#### [Saved entries]

***

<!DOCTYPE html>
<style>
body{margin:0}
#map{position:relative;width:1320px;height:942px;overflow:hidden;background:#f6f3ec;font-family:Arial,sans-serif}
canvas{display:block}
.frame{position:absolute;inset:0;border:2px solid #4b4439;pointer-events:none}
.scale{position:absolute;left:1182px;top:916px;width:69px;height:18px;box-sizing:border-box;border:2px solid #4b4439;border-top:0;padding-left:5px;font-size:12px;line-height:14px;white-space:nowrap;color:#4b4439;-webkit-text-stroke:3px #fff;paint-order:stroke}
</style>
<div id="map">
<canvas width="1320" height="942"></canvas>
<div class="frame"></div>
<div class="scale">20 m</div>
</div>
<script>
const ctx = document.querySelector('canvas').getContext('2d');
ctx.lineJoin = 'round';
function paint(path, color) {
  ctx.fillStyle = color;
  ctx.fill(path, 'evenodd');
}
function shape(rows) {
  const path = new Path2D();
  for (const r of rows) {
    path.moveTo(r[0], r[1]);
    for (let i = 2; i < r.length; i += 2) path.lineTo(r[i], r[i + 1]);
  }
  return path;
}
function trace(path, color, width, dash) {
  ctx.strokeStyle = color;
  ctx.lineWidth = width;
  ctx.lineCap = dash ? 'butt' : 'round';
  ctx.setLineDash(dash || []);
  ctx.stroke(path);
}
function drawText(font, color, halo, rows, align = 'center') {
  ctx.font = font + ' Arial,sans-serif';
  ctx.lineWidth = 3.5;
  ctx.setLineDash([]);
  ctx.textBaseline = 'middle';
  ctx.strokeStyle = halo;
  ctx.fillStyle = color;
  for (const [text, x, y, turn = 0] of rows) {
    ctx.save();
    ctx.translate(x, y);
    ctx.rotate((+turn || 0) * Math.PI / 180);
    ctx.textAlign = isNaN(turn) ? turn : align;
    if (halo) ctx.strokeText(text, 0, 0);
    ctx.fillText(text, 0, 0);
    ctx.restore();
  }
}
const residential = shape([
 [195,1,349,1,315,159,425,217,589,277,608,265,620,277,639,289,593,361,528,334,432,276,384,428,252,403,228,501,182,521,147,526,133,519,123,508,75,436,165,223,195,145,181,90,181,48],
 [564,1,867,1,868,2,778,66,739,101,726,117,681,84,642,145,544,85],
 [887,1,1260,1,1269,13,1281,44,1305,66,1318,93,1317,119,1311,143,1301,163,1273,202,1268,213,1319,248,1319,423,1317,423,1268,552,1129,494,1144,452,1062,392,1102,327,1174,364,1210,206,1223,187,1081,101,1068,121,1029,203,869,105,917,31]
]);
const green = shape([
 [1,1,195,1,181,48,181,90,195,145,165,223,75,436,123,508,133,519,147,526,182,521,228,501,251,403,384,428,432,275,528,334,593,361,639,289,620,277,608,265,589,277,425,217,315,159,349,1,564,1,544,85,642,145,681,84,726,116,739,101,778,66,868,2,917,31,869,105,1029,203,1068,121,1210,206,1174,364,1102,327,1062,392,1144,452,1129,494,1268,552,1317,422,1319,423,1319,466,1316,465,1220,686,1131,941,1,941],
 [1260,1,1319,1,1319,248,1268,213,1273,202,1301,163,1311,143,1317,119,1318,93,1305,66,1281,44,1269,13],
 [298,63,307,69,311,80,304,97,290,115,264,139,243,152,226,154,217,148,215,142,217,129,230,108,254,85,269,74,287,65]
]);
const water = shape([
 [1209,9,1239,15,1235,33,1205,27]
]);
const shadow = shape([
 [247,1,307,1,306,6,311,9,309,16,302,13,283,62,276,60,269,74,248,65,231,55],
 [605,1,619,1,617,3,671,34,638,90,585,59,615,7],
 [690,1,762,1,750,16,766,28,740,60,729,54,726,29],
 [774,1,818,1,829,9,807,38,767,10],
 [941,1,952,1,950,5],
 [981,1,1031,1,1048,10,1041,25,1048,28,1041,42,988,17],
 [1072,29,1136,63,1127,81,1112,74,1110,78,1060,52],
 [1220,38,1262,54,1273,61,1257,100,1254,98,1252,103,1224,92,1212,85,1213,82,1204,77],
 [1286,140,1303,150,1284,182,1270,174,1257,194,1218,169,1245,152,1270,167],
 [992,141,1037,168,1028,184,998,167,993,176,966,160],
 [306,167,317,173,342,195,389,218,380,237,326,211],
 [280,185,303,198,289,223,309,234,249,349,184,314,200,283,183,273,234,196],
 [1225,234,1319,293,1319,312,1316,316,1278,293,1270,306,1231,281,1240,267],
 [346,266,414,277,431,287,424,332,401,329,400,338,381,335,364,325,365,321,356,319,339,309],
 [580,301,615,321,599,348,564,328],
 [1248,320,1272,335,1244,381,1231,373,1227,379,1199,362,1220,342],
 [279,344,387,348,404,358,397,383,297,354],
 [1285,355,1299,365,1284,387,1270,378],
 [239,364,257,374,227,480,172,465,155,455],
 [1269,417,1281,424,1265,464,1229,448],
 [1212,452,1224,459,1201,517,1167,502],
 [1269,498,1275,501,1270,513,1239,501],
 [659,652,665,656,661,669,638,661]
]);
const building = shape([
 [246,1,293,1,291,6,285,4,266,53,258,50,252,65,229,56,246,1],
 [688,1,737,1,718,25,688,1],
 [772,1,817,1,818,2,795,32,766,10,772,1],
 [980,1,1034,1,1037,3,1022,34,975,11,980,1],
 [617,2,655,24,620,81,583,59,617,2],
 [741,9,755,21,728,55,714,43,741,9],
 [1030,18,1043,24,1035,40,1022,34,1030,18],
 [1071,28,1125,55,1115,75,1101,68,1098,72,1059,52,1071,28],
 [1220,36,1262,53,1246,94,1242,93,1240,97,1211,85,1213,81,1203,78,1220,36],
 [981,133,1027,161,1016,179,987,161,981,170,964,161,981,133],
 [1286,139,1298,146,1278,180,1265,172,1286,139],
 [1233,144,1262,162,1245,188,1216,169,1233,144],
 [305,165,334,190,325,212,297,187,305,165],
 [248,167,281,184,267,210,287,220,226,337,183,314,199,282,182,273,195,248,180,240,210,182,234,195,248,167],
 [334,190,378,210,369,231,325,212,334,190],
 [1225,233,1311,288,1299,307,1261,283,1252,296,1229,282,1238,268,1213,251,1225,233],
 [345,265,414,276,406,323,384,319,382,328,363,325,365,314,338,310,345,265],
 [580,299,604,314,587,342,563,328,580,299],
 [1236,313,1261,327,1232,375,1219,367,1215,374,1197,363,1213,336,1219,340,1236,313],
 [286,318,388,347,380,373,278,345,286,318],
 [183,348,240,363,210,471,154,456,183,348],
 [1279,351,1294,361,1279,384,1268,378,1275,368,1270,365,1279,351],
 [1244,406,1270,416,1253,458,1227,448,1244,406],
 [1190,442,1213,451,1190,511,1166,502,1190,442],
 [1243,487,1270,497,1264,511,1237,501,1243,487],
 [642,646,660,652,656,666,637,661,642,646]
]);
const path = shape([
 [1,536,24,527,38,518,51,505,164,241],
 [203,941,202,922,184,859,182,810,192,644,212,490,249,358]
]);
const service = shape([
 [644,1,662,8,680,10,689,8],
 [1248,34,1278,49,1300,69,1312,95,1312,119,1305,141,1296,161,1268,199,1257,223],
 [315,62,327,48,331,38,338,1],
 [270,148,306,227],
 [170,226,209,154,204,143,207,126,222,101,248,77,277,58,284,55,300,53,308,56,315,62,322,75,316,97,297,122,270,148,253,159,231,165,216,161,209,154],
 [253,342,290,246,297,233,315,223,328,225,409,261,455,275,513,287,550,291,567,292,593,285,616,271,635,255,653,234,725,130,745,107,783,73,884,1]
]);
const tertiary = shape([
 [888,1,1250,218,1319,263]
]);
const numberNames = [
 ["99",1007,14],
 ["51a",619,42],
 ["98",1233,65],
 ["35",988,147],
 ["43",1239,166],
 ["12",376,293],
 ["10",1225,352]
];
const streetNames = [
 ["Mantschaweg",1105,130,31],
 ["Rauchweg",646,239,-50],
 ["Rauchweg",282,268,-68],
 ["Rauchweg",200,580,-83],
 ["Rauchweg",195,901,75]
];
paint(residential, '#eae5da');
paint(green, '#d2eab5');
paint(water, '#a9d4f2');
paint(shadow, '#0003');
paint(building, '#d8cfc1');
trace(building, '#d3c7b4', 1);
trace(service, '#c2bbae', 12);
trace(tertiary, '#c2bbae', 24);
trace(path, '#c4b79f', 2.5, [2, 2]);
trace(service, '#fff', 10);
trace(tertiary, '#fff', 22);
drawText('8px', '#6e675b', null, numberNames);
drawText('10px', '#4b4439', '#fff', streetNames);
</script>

***

#### [What you should do]
Read through the entries, then copy every line where the string "function" is found.

#### [Response to the exercise]
function paint(path, color) {
function shape(rows) {
function trace(path, color, width, dash) {
function drawText(font, color, halo, rows, align = 'center') {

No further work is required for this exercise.